Receptor-activating autoantibodies and disease: preeclampsia and beyond

Abstract

The research reviewed in this article provides examples of autoantibody-mediated receptor activation that likely contributes to disease. The classic example is Graves' hyperthyroidism, in which autoantibodies activate the thyroid-stimulating hormone receptor resulting in overproduction of thyroid hormones. Other compelling examples come from the cardiovascular literature and include agonistic autoantibodies targeting the cardiac β(1)-adrenergic receptor, which are associated with dilated cardiomyopathy. Autoantibodies capable of activating α(1)-adrenergic receptors are associated with refractory hypertension and cardiomyopathy. A prominent example is preeclampsia, a hypertensive disease of pregnancy, characterized by the presence of autoantibodies that activate the major angiotensin receptor, AT(1). AT(1) receptor-activating autoantibodies are also observed in kidney transplant recipients suffering from severe vascular rejection and malignant hypertension. AT(1) receptor-activating autoantibodies and antibodies that activate the endothelin-1 receptor, ET(A), are prevalent in individuals diagnosed with systemic sclerosis. Thus, the presence of agonistic autoantibodies directed to G protein-coupled receptors has been observed in numerous cardiovascular disease states. Rapidly emerging evidence indicates that receptor-activating autoantibodies contribute to disease, and that efforts to detect and remove these pathogenic autoantibodies or block their actions will provide promising therapeutic possibilities.

Figure 1. Thyroid-stimulating hormone receptor subunit structure with bound ligand

Thyroid-stimulating hormone receptor (TSHR) has an unusually large extracellular domain consisting of nine leucine-rich repeats that form a horseshoe-like structure that binds thyroid-stimulating hormone.
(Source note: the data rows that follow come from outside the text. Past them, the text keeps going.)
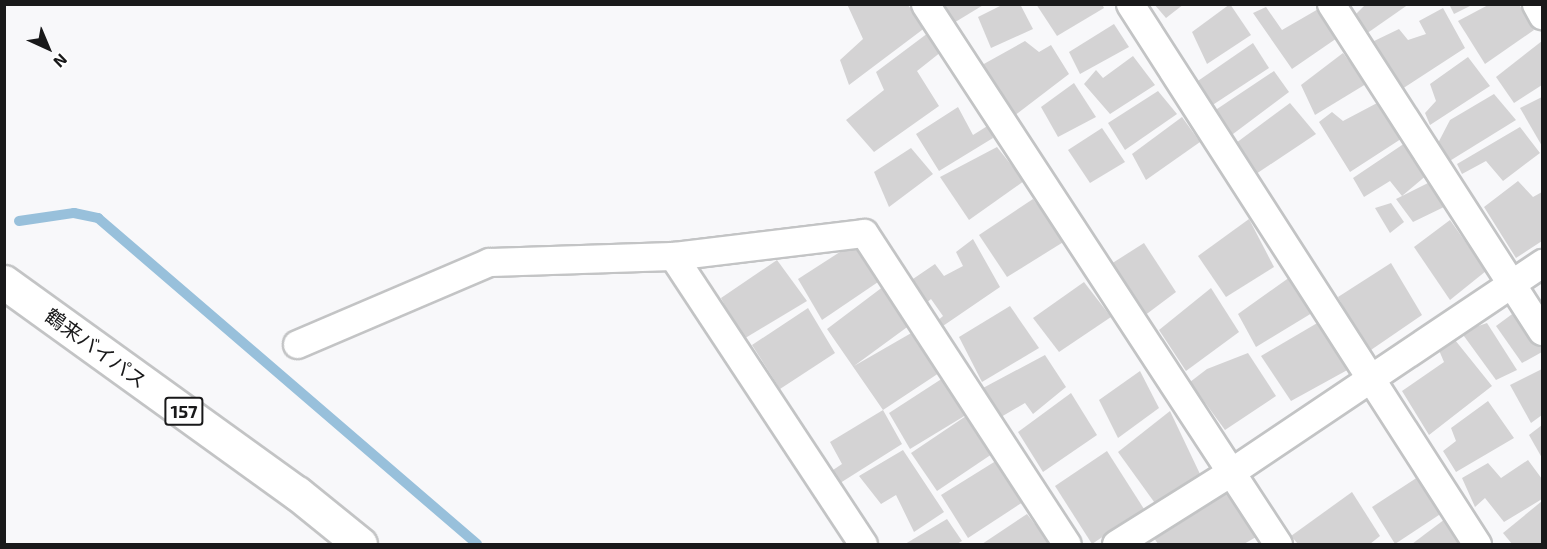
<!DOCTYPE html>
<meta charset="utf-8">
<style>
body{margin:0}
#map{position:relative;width:1547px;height:549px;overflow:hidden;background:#f8f8fa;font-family:"Exo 2","Noto Sans JP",sans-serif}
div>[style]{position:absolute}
.stream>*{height:10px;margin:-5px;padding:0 5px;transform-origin:5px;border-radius:5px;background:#98c0db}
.building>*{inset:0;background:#d4d3d4}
.roads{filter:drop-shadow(2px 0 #c3c4c5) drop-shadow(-2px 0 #c3c4c5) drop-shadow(0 2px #c3c4c5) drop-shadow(0 -2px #c3c4c5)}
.minor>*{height:27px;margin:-13.5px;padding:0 13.5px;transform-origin:13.5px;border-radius:13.5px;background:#fff}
.trunk>*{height:33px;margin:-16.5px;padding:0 16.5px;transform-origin:16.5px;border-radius:16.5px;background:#fff}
span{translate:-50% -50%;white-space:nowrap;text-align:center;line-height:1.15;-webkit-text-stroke:6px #fff;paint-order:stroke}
.shield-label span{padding:2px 4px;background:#fff;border:2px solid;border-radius:4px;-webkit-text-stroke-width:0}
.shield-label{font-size:18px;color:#19191a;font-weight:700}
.street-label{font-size:20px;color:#19191a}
.frame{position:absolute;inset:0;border:6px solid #19191a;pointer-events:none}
.north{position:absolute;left:18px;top:18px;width:60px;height:60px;-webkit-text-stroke:4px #fff;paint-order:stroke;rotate:136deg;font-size:16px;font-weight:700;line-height:24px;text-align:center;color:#19191a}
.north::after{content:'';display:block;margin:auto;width:21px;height:27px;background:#19191a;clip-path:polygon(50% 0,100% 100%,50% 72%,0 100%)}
</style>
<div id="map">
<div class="stream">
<div style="left:19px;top:221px;width:56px;rotate:-8.3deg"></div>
<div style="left:74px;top:213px;width:25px;rotate:12deg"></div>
<div style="left:98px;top:218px;width:500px;rotate:40.7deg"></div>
</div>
<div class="building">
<div style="clip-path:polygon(847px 4px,907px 4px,926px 27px,849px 85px,840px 60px,863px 39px)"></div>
<div style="clip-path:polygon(941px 4px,985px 4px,952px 24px)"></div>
<div style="clip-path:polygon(1004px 4px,1020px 4px,1033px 29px,991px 48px,978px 17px)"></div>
<div style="clip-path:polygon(1036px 4px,1102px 4px,1104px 8px,1057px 36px)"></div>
<div style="clip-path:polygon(1154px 4px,1184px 4px,1166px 18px)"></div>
<div style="clip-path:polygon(1230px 4px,1251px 35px,1207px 64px,1192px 32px)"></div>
<div style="clip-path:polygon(1366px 4px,1409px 4px,1366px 34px,1355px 15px)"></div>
<div style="clip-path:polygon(1449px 4px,1474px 4px,1454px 14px)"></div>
<div style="clip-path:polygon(1490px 4px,1519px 4px,1534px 30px,1485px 64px,1458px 21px)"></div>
<div style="clip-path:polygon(1266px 7px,1282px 30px,1320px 8px,1340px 36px,1292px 69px,1253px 13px)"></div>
<div style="clip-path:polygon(1443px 8px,1465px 48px,1402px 89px,1372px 42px,1399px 29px,1408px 40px,1426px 34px,1419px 21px)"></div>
<div style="clip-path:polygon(1114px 24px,1129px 47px,1080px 74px,1069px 52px)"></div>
<div style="clip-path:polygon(928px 33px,941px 52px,917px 71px,939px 106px,874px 152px,846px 120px,884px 90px,876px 72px)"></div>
<div style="clip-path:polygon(1025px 41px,1039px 52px,1051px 45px,1069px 74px,1014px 116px,982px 65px)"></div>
<div style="clip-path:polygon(1542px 41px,1542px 85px,1514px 103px,1496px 77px)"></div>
<div style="clip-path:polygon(1253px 43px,1269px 68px,1208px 108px,1192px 85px)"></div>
<div style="clip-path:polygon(1343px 53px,1366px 84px,1315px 115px,1301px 85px)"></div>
<div style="clip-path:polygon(1133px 56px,1155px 85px,1110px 114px,1084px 84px,1096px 70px,1103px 78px)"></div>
<div style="clip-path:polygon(1468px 57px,1490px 86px,1430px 125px,1425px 113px,1436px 101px,1430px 84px)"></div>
<div style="clip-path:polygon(1274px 71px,1289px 92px,1229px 137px,1211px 113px)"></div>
<div style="clip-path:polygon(1074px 83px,1096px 117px,1058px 137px,1041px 107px)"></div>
<div style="clip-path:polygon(1158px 91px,1177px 114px,1125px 150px,1108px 123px)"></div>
<div style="clip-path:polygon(1494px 94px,1516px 120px,1448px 162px,1437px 145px,1450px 120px)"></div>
<div style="clip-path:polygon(1542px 97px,1542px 146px,1520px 108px)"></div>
<div style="clip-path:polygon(1379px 102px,1404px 137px,1350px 172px,1319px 122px,1332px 112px,1343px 121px)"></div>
<div style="clip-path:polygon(1290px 103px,1316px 134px,1256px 174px,1236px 143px)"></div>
<div style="clip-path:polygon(958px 107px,973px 135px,989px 125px,993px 138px,939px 171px,916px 134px)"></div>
<div style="clip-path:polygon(1182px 117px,1200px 142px,1146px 180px,1132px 154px)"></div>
<div style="clip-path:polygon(1520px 127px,1540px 153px,1503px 181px,1486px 161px,1462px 174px,1457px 164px)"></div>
<div style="clip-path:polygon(1102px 128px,1125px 162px,1090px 183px,1068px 150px)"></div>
<div style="clip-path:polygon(1408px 141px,1428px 174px,1402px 196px,1428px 183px,1444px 207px,1413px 222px,1396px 199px,1402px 196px,1390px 181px,1364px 197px,1353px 178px)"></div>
<div style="clip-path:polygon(997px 147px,1024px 181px,969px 220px,940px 177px)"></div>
<div style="clip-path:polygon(911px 148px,933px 174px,889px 207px,874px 172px)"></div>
<div style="clip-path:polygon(1518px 181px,1533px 197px,1542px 192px,1542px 241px,1516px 258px,1484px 207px)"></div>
<div style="clip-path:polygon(1033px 199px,1065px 241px,1007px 277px,979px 235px)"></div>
<div style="clip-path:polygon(1391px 203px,1404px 222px,1390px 233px,1375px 208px)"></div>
<div style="clip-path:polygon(1249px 219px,1274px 267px,1226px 297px,1198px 256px)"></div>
<div style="clip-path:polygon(1450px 220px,1486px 271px,1450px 300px,1414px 247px)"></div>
<div style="clip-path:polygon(973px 239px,1000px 287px,940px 328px,935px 323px,943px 316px,931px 299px,924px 305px,910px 281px,935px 264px,944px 276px,963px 266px,956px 252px)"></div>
<div style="clip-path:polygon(857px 241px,881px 280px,822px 320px,798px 279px)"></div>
<div style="clip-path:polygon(1144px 243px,1176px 292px,1144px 316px,1111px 264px)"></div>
<div style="clip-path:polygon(777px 260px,807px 301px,742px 340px,721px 298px)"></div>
<div style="clip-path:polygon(1391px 263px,1422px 315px,1368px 352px,1338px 297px)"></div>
<div style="clip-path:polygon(1290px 277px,1312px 313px,1256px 347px,1238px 314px)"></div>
<div style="clip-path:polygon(1084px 282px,1111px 317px,1059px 352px,1033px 318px)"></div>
<div style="clip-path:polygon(884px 286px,910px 325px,854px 366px,913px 332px,939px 373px,883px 410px,827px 329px)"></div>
<div style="clip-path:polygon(1211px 288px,1239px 332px,1186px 371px,1159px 330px)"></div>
<div style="clip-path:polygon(1010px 306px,1039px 348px,982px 382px,959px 337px)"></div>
<div style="clip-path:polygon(808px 308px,835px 353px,780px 389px,752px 345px)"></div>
<div style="clip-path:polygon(1519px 309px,1542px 346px,1542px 352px,1522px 363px,1496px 326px)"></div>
<div style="clip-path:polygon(1319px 322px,1351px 368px,1291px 401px,1261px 356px)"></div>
<div style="clip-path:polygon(1487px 323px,1517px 370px,1496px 380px,1461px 332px)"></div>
<div style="clip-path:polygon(1455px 340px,1492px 386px,1429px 435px,1402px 391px,1444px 362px,1438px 348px)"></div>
<div style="clip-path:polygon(1248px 353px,1276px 396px,1225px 430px,1190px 382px,1207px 369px)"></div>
<div style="clip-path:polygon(1045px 355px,1066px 387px,1033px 414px,1025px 403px,1001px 417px,983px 388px)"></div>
<div style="clip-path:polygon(1542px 369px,1542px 415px,1531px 423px,1510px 385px)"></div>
<div style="clip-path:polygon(1140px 371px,1159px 408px,1118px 438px,1099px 400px)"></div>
<div style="clip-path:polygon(943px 378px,966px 415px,910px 449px,889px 413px)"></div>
<div style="clip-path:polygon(1071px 393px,1097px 435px,1043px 472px,1018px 432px)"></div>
<div style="clip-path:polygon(1488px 401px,1514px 438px,1456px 472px,1443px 451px,1456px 441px,1451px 428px)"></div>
<div style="clip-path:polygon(883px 410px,902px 444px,837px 485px,827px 474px,842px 464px,830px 442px)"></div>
<div style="clip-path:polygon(1170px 411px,1200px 474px,1157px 506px,1118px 452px)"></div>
<div style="clip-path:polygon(969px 414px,995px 452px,937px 491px,911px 453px)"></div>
<div style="clip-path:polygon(1542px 425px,1542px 458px,1529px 435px)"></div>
<div style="clip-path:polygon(903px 450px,944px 512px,914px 532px,896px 495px,881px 504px,859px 476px)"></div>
<div style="clip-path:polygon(1107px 451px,1144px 509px,1092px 544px,1055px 486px)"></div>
<div style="clip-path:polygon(999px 459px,1023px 502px,968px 538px,941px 495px)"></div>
<div style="clip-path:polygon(1528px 460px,1542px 479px,1542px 499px,1504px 522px,1485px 498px,1475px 507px,1462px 478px,1488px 463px,1501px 478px)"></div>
<div style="clip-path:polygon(1421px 475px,1445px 511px,1395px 544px,1372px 507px)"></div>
<div style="clip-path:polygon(1225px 486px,1256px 537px,1244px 544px,1158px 544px,1152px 535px)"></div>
<div style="clip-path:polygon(1352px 492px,1380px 536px,1370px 544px,1298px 544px,1291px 536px)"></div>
<div style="clip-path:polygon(1542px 501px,1542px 544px,1512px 544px,1503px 533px)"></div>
<div style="clip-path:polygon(1027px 514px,1050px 544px,982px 544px)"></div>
<div style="clip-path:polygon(947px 519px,962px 541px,957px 544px,905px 544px)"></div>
<div style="clip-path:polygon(1445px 519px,1463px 544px,1412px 544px)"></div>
</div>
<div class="roads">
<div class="minor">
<div style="left:925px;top:4px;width:645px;rotate:56.83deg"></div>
<div style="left:1130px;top:4px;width:642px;rotate:57.28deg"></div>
<div style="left:1331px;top:4px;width:389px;rotate:57.2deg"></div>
<div style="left:1536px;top:4px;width:13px;rotate:61deg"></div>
<div style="left:673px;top:256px;width:192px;rotate:-6.9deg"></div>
<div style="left:864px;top:233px;width:371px;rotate:56.9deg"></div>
<div style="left:297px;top:344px;width:209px;rotate:-23.1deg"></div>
<div style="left:489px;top:262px;width:184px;rotate:-1.9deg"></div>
<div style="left:673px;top:256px;width:345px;rotate:56.6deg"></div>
<div style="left:1116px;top:544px;width:136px;rotate:-32.1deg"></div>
<div style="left:1231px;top:472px;width:375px;rotate:-33.9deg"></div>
</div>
<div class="trunk">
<div style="left:4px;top:282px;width:361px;rotate:35.8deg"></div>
<div style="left:297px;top:493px;width:81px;rotate:39deg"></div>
</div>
</div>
<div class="shield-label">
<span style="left:184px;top:411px">157</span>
</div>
<div class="street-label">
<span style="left:96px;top:348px;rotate:36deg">鶴来バイパス</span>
</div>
<div class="frame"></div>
<div class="north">N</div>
</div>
Upon proteolytic cleavage resulting in the loss of approximately 50 amino acid residues (~316–366), TSHR forms a two-subunit structure (α and β) linked by disulfide bonds. Adapted with permission from [105].

Figure 2. Cardiovascular receptor-agonistic autoantibodies contribute to cardiovascular disease

AT₁, ET_A, α₁- and β₁-adrenergic receptors are important cardiovascular GPCRs that regulate cardiac function and blood pressure via activation by their respective ligands (Ang II, ET-1 and norepinephrine, respectively). In recent years, GPCR-AAs have been associated with multiple cardiovascular disorders and autoantibody titers correlated with disease severity. Additional evidence reviewed here supports a contributing role for these autoantibodies in disease pathogenesis. These findings highlight these pathogenic autoantibodies as potentially important presymptomatic biomarkers and therapeutic targets in the medical management of these diseases. AA: Activating autoantibody; GPCR: G protein-coupled receptor.

Figure 3. Angiotensin receptor agonistic autoantibodies induce multiple features of preeclampsia in pregnant mice via AT₁ receptor activation

Recent evidence indicates that AT₁-AA injection into pregnant rodents (mice or rats) results in multiple feature of preeclampsia, including IUGR. This experimental model of autoantibody-induced preeclampsia and IUGR in pregnant rodents provides important experimental opportunities to test the ability of various strategies to prevent or reverse autoantibody-induced clinical features associated with preeclampsia. AT₁-AA: Angiotensin receptor agonistic autoantibody; AT₁R: Angiotensin II receptor; IUGR: Intrauterine growth retardation.